> This is not written anywhere explicitly in the docs.
It absolutely is. I'll use the Elixir docs as my source:
> A non-temporary child process may later be restarted by the supervisor.
And, further up in the docs when talking about the circumstances under which a supervisor will restart a child that has terminated: [0]
Restart values (:restart)
The :restart option controls what the supervisor should consider to be a
successful termination or not. If the termination is successful, the
supervisor won't restart the child. If the child process crashed, the
supervisor will start a new one.
The following restart values are supported in the :restart option:
:permanent - the child process is always restarted.

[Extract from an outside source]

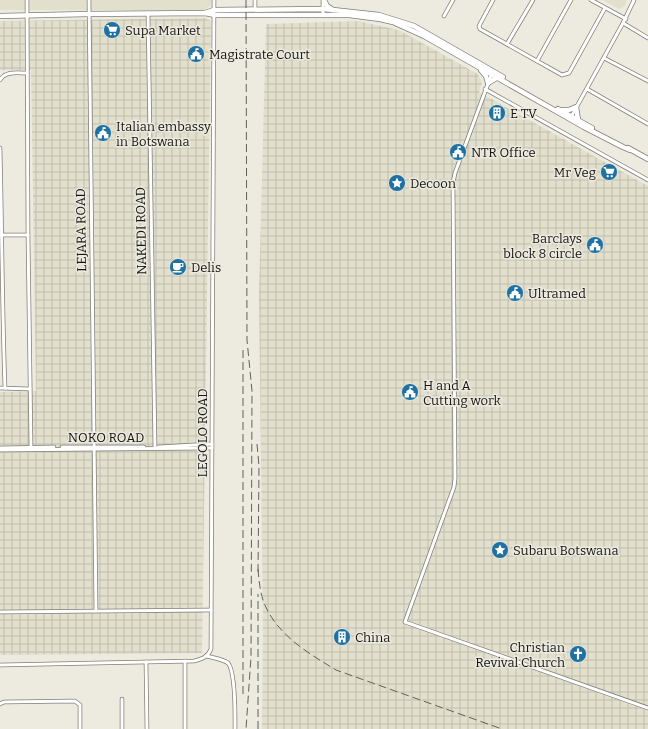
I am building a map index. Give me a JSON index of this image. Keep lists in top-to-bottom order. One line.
{"streets":{"street":["LEJARA ROAD","NAKEDI ROAD","LEGOLO ROAD","NOKO ROAD"]},"crossings":[["LEJARA ROAD","NOKO ROAD"],["NAKEDI ROAD","NOKO ROAD"],["LEGOLO ROAD","NOKO ROAD"]],"places":{"supermarket":["Supa Market","Mr Veg"],"public building":["Magistrate Court","Italian embassy in Botswana","NTR Office","Barclays block 8 circle","Ultramed","H and A Cutting work"],"building":["E TV","China"],"place":["Decoon","Subaru Botswana"],"cafe":["Delis"],"church":["Christian Revival Church"]}}
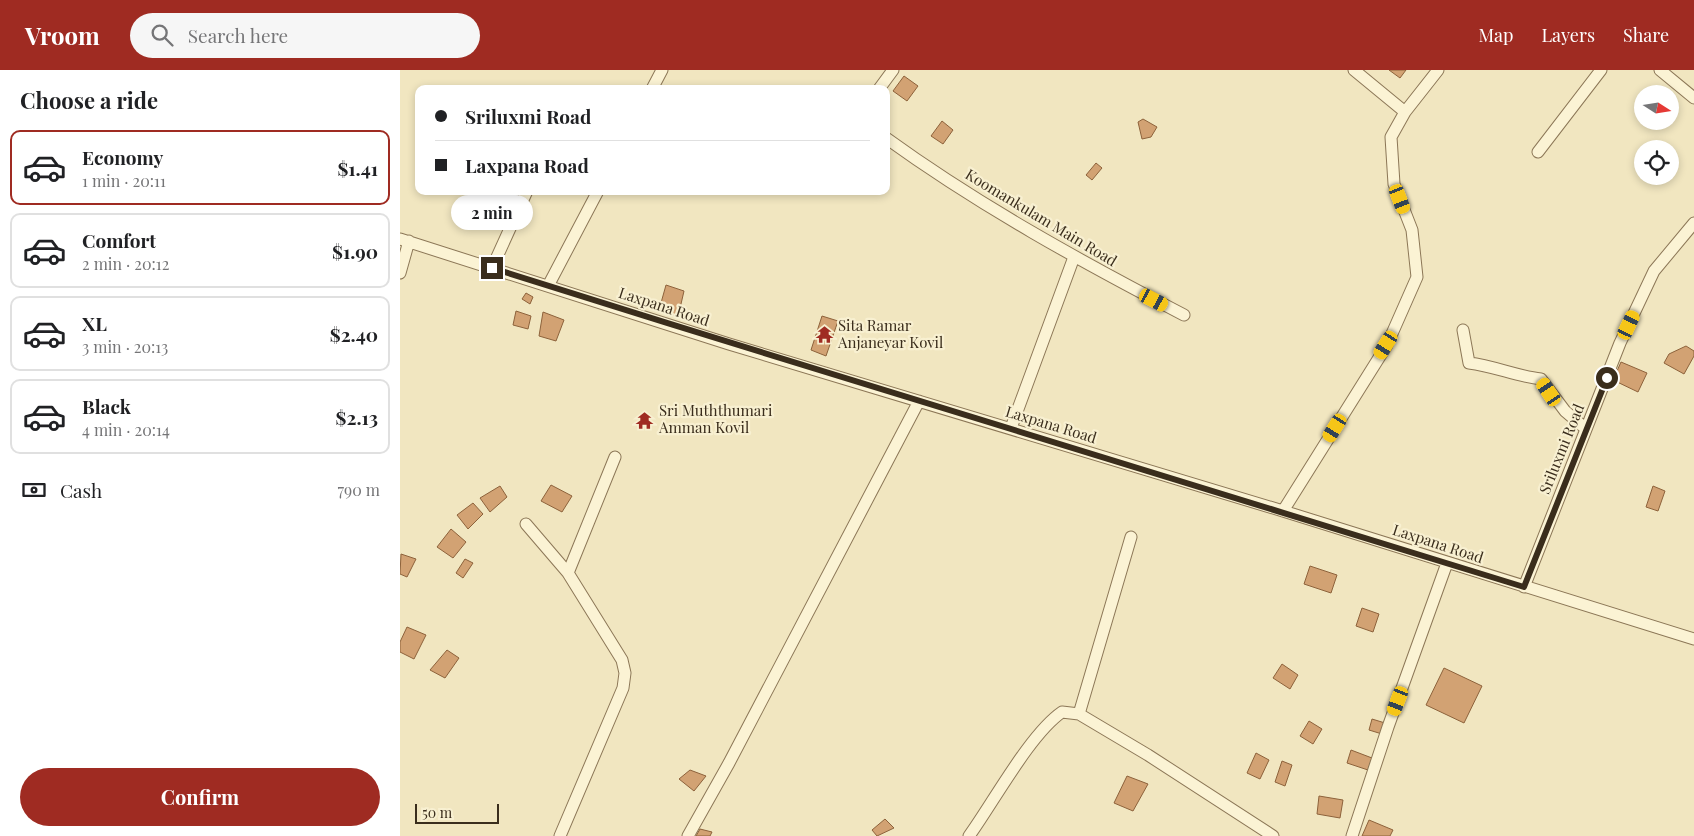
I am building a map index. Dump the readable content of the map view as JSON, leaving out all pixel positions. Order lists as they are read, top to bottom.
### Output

:temporary - the child process is never restarted, regardless of the
supervision strategy: any termination (even abnormal) is considered
successful.
:transient - the child process is restarted only if it terminates
abnormally, i.e., with an exit reason other than :normal, :shutdown, or
{:shutdown, term}.
For a more complete understanding of the exit reasons and their impact, see
the "Exit reasons and restarts" section.
And the "Exit reasons and restarts" section says: [1]
> A supervisor restarts a child process depending on its :restart configuration. For example, when :restart is set to :transient, the supervisor does not restart the child in case it exits with reason :normal, :shutdown or {:shutdown, term}.
You go on to say:
> But here I have synchronous function [to affect the state of a supervisor] with no indication or warnings that it’s a message.
Before I get into that, I have two questions for you:
1) How do you affect an Erlang or Elixir process without sending it a message? The docs for Processes [2] don't indicate any other way.
2) Have you never seen or written a function that does not return until it receives the response to an async operation?
Continuing on... from the top of the Supervisor docs, we see:
> A supervisor is a process which supervises other processes, which we refer to as child processes.
"A supervisor is a process...", straight off the bat. That's super clear and explicit, but I'll keep walking through the docs to show you how else this information is communicated to the reader.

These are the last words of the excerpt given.